La desavenencia ministerial, dilatada innecesariamente por falta de presencia y decisión presidencial ha tenido incluso críticas y repercusiones políticas adversas dentro del mismo movimiento político del Presidente. Un despelote, hablando claro y pronto, “añetete”. La gestión o la falta de gestión presidencial, para ser más precisos, se ha agravado con la restitución en las FFAA de un militar que había renunciado para hacer campaña política, una aberración que no cabe en democracia alguna que se respete y que respete su propia Constitución y sus leyes.
Para colmo de metidas de patas, el Presidente, desinformado, aterrizando en el país, criticó la difusión de un polémico video en que se amenazaba de muerte a la fiscala general del Estado, documento que, por razones obvias en las circunstancias que atravesaba el país en ese momento, de escándalos de mafias narcos en acción, era de interés público, y que por tal razón fue dado a conocer por el propio ministro del Interior del Gobierno.
No es necesario enumerar todos los otros conflictos vividos en estos primeros días, como los enfrentamientos violentos en pleno centro del corazón productivo del país y varios más de distintos talantes que llevaron a que un senador le pronosticara al presidente recién asumido, el destino de Lugo; por suerte para él, el declarante es uno de los más disparateros legisladores que han pasado por el Congreso Nacional, y eso que han sido y son muchos los competidores.

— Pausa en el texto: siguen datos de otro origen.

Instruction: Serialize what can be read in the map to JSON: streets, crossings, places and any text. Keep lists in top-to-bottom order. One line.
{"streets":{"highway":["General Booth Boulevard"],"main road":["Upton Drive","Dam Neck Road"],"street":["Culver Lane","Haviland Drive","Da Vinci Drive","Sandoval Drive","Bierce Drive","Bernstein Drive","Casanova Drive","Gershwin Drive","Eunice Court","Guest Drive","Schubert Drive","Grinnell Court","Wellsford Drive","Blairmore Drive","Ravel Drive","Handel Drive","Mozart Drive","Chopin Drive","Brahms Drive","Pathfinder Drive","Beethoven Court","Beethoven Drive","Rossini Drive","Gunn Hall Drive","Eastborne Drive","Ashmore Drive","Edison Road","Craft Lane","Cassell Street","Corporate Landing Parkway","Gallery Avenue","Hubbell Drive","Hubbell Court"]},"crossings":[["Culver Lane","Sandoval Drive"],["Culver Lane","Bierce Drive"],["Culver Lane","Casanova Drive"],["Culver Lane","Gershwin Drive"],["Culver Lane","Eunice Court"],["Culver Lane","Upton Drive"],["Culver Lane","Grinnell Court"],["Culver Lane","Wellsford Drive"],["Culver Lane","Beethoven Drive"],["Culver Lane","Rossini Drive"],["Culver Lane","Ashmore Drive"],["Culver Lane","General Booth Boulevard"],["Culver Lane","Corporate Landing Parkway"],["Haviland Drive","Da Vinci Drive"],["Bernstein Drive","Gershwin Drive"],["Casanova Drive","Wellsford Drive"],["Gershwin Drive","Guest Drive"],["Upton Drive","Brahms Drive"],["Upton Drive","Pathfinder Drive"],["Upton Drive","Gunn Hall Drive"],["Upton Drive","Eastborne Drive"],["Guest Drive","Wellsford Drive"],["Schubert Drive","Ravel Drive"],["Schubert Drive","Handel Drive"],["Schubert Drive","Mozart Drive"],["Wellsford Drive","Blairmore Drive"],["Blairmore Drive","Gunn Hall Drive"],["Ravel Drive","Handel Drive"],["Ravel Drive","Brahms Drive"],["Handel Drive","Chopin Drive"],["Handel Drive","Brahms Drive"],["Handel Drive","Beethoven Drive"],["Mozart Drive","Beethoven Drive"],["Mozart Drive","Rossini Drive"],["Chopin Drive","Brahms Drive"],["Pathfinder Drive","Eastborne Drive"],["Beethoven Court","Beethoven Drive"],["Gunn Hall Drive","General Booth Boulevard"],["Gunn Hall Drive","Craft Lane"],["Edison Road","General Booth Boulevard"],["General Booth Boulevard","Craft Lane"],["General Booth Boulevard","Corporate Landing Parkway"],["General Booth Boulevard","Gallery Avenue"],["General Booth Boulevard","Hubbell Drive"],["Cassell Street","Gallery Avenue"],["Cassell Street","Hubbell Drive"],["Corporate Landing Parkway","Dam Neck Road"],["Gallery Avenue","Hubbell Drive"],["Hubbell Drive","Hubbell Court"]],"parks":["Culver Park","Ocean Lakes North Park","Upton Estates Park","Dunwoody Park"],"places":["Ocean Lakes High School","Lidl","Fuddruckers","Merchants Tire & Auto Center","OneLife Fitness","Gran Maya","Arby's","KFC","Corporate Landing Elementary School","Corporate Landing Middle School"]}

En fin, aunque parezca que cien días son pocos, pueden ser, de acuerdo al timonel y a los vientos que soplen, muchos. Y calamitosos si el timonel, al contrario que en el caso de Roosevelt, parezca que está ausente. Es sin duda la inexperiencia y la falta de tino para consultar. Valga el consuelo que le ha ido peor al electo en Colombia, que después de haber arrasado en las elecciones ya está enfrentando el vértigo de la pendiente de los cien días por no seguir el ejemplo de Roosevelt. Nunca es tarde, si se corrige el rumbo a tiempo.